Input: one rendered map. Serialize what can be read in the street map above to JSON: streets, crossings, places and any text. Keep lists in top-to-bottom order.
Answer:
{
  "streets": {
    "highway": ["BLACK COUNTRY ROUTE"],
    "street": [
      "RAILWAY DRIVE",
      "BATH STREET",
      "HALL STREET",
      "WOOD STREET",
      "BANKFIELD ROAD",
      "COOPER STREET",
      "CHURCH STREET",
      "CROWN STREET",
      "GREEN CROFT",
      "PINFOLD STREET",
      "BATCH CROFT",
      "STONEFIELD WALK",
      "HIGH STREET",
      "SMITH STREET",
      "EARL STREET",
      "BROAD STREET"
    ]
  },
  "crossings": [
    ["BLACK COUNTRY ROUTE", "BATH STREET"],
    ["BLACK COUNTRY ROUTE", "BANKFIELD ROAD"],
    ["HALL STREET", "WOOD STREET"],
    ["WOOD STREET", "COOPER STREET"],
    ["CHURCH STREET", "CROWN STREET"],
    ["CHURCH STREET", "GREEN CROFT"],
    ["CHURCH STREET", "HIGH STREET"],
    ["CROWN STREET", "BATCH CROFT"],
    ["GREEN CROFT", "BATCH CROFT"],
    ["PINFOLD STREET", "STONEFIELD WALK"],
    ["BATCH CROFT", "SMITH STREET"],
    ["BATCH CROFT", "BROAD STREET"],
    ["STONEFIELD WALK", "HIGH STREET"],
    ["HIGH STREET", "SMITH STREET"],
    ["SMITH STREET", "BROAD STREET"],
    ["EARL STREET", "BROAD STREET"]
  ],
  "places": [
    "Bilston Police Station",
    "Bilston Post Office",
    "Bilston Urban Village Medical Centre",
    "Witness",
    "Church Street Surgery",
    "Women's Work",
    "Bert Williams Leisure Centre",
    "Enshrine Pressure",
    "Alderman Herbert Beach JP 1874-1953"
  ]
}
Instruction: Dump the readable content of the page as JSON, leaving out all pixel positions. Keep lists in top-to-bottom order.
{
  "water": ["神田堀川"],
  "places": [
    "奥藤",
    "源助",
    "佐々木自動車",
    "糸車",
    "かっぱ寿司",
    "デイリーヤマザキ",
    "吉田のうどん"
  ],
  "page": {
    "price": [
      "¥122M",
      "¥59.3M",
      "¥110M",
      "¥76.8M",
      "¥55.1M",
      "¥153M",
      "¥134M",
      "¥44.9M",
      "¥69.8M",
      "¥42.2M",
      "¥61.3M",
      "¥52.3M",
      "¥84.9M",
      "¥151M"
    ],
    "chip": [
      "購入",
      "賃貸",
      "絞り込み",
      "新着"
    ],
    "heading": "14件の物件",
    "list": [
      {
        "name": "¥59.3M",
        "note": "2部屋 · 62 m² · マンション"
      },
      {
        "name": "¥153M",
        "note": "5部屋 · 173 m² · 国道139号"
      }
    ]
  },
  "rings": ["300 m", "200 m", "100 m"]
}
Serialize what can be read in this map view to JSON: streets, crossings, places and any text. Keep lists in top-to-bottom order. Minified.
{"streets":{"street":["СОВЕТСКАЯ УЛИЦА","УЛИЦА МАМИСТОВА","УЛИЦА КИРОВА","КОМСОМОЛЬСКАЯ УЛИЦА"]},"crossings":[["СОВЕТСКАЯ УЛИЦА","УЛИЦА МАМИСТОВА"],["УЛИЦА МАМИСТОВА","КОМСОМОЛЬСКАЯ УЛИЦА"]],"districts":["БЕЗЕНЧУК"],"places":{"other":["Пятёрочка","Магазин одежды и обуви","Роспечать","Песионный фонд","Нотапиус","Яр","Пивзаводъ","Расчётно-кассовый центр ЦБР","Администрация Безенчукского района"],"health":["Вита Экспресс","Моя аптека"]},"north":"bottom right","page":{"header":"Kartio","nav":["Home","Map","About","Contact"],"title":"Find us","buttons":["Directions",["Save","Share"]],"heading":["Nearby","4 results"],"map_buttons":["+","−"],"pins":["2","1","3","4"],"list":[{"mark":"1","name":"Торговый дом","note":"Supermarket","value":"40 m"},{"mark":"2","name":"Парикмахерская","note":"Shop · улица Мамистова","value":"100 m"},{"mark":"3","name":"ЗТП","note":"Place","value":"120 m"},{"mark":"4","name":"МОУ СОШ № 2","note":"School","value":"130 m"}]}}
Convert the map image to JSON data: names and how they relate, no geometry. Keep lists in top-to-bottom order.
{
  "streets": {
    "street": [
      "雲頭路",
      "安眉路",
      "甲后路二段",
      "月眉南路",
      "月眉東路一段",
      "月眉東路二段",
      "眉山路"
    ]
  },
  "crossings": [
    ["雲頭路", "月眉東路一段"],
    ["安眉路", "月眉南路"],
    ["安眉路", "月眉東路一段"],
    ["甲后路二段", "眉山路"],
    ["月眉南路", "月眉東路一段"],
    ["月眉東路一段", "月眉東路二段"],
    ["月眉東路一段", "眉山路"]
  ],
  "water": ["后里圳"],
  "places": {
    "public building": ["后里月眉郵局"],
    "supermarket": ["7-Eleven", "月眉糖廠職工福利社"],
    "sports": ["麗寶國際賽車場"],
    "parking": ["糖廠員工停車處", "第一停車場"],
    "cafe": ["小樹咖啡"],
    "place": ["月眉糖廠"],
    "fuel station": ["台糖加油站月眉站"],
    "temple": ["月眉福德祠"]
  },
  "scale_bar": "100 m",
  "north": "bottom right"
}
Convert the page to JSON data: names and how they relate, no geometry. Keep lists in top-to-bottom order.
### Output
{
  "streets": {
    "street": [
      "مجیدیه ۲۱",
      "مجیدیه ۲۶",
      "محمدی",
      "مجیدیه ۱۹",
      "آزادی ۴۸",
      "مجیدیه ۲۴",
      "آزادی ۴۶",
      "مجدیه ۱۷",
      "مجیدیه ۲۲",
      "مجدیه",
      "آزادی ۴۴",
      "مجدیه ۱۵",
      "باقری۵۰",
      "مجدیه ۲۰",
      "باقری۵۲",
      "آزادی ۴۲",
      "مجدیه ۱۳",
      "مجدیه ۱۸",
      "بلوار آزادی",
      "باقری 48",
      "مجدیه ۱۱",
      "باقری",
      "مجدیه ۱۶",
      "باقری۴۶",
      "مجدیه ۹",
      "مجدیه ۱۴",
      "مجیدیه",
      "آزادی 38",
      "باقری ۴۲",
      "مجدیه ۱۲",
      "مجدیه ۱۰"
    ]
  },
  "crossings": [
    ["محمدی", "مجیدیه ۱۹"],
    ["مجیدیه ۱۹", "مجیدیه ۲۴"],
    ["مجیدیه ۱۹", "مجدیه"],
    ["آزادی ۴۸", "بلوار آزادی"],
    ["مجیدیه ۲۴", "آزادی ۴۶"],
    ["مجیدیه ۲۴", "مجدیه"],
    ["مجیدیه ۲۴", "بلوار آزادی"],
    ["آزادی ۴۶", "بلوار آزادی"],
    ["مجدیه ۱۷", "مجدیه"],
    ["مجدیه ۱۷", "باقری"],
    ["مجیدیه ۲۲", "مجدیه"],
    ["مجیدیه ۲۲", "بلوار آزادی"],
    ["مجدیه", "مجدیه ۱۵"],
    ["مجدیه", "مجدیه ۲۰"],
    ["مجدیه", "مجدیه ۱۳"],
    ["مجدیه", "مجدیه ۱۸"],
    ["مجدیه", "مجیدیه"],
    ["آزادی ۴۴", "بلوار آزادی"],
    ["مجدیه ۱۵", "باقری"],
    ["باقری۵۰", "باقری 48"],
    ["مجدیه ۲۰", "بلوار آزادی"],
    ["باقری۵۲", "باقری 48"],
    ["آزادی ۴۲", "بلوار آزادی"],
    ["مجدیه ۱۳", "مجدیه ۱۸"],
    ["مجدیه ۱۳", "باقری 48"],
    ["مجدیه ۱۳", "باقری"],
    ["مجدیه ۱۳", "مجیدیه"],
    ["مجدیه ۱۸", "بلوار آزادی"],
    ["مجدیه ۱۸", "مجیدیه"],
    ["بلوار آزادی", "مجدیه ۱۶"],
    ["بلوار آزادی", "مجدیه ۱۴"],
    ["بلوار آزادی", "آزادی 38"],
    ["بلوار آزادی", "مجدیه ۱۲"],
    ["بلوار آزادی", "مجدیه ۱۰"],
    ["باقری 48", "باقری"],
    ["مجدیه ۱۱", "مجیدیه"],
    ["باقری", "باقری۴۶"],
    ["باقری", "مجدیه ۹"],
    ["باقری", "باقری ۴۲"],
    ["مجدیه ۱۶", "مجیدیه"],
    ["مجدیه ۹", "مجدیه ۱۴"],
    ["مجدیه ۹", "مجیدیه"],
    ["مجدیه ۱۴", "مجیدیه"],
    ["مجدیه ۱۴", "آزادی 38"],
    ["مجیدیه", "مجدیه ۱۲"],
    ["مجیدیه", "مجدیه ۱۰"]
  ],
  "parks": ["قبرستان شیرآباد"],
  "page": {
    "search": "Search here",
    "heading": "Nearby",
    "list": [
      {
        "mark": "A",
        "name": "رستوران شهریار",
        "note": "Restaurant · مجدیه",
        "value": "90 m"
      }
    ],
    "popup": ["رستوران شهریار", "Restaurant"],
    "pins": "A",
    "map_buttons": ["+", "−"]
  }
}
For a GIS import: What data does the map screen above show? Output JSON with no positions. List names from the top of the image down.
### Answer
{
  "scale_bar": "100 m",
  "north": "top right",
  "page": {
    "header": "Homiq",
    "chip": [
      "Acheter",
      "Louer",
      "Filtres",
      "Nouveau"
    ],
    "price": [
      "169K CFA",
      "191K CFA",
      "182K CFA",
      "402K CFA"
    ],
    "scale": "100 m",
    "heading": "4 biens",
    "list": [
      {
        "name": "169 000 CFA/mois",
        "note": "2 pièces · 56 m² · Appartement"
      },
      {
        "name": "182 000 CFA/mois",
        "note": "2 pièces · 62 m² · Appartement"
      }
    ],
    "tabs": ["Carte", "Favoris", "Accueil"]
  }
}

· · · · ·

■ **Exercise details**
Each line of the entries that holds "right" should be counted, and only the total given.

■ **Written solution**
3